Moody’s Investors Service’s latest RMBS Australia report found that across Australia’s capital cities, the share of mortgages that are at least 30 days in arrears averages 1.1 per cent in locations within five kilometres of central business districts (CBDs), compared with 1.9 per cent in suburbs 30 to 40 kilometres from CBDs.
“In the residential mortgage-backed securities (RMBS) we rate, delinquency rates are in many cases higher in deals with relatively large exposures to mortgages in outer areas,” Moody’s stated.
The ratings agency noted that “socioeconomic conditions are typically weaker in outer suburbs than in inner-city areas”.
However, Moody’s noted that while delinquency rates are highest in areas the furthest away from the CBD, suburbs within five kilometres of the CBD in most Australian capitals have higher arrears rates than suburbs within five and 10 kilometres of the CBD.
Moody’s attributed the disparity to the higher number of investment and interest-only loans among borrowers closest to the CBD.
“In Melbourne, Brisbane, Adelaide and Perth, arrears rates in suburbs closest to the city centre (within five kilometres) are slightly higher than those a little further out (five to 10 kilometres),” the report noted.
“[This] reflects the high share of mortgages on investment properties in areas closest to the city. For example, in suburbs within five kilometres of the Melbourne CBD, delinquent investment loans account for 57 per cent of all mortgage delinquencies.”
Moody’s added: “The high share of housing investment and interest-only loans in inner-city suburbs poses a risk in these areas. In suburbs within five kilometres of the CBD in Sydney, Melbourne and Brisbane, at least 50 per cent of mortgages are extended for investment purposes, [with] these areas also [having] a high share of interest-only loans.”
The ratings agency stated that while housing investment and interest-only loans “have generally performed well over recent years, given benign economic conditions and rising property prices”, the performance of such loans is “more sensitive” to a drop in property prices, adding that arrears are also likely to rise when interest-only terms expire.

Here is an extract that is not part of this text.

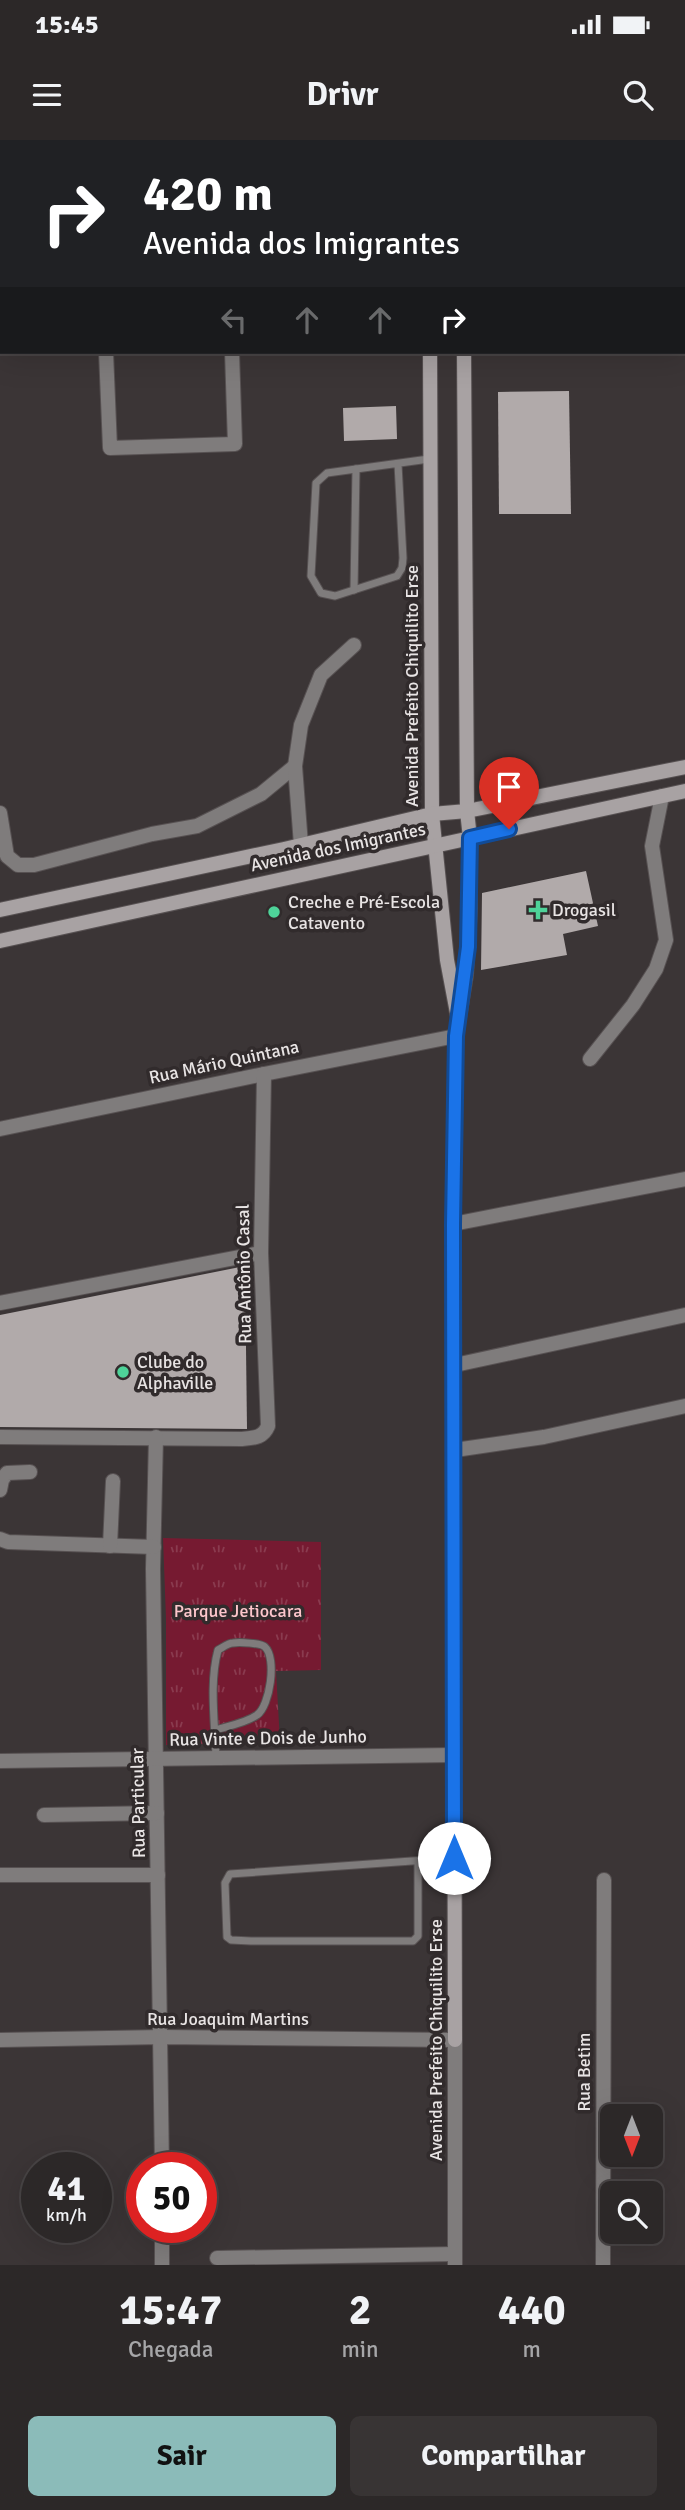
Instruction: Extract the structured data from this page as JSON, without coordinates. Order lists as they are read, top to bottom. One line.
{"streets":{"main road":["Avenida Prefeito Chiquilito Erse","Avenida dos Imigrantes"],"street":["Rua Mário Quintana","Rua Antônio Casal","Rua Vinte e Dois de Junho","Rua Particular","Rua Joaquim Martins","Rua Betim"]},"crossings":[["Avenida Prefeito Chiquilito Erse","Avenida dos Imigrantes"],["Avenida Prefeito Chiquilito Erse","Rua Mário Quintana"],["Avenida Prefeito Chiquilito Erse","Rua Vinte e Dois de Junho"],["Avenida Prefeito Chiquilito Erse","Rua Joaquim Martins"],["Rua Mário Quintana","Rua Antônio Casal"],["Rua Antônio Casal","Rua Particular"],["Rua Vinte e Dois de Junho","Rua Particular"],["Rua Particular","Rua Joaquim Martins"]],"parks":["Parque Jetiocara"],"places":{"health":["Drogasil"],"other":["Creche e Pré-Escola Catavento","Clube do Alphaville"]},"north":"bottom","page":{"status":"15:45","header":"Drivr","turn":["420 m","Avenida dos Imigrantes"],"speed":"41 km/h","limit":"50","eta":["15:47","Chegada","2","min","440","m"],"buttons":["Sair","Compartilhar"]}}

“Falling housing prices can also hamper borrowers’ ability to refinance such loans or extend interest-only terms,” Moody’s continued.
However, Moody’s concluded: “In the event of a prolonged downturn in housing prices, mortgage delinquencies and defaults could increase in inner-city areas with a high share of investment and interest-only loans, though in general we expect delinquencies and defaults to remain higher in outer suburbs.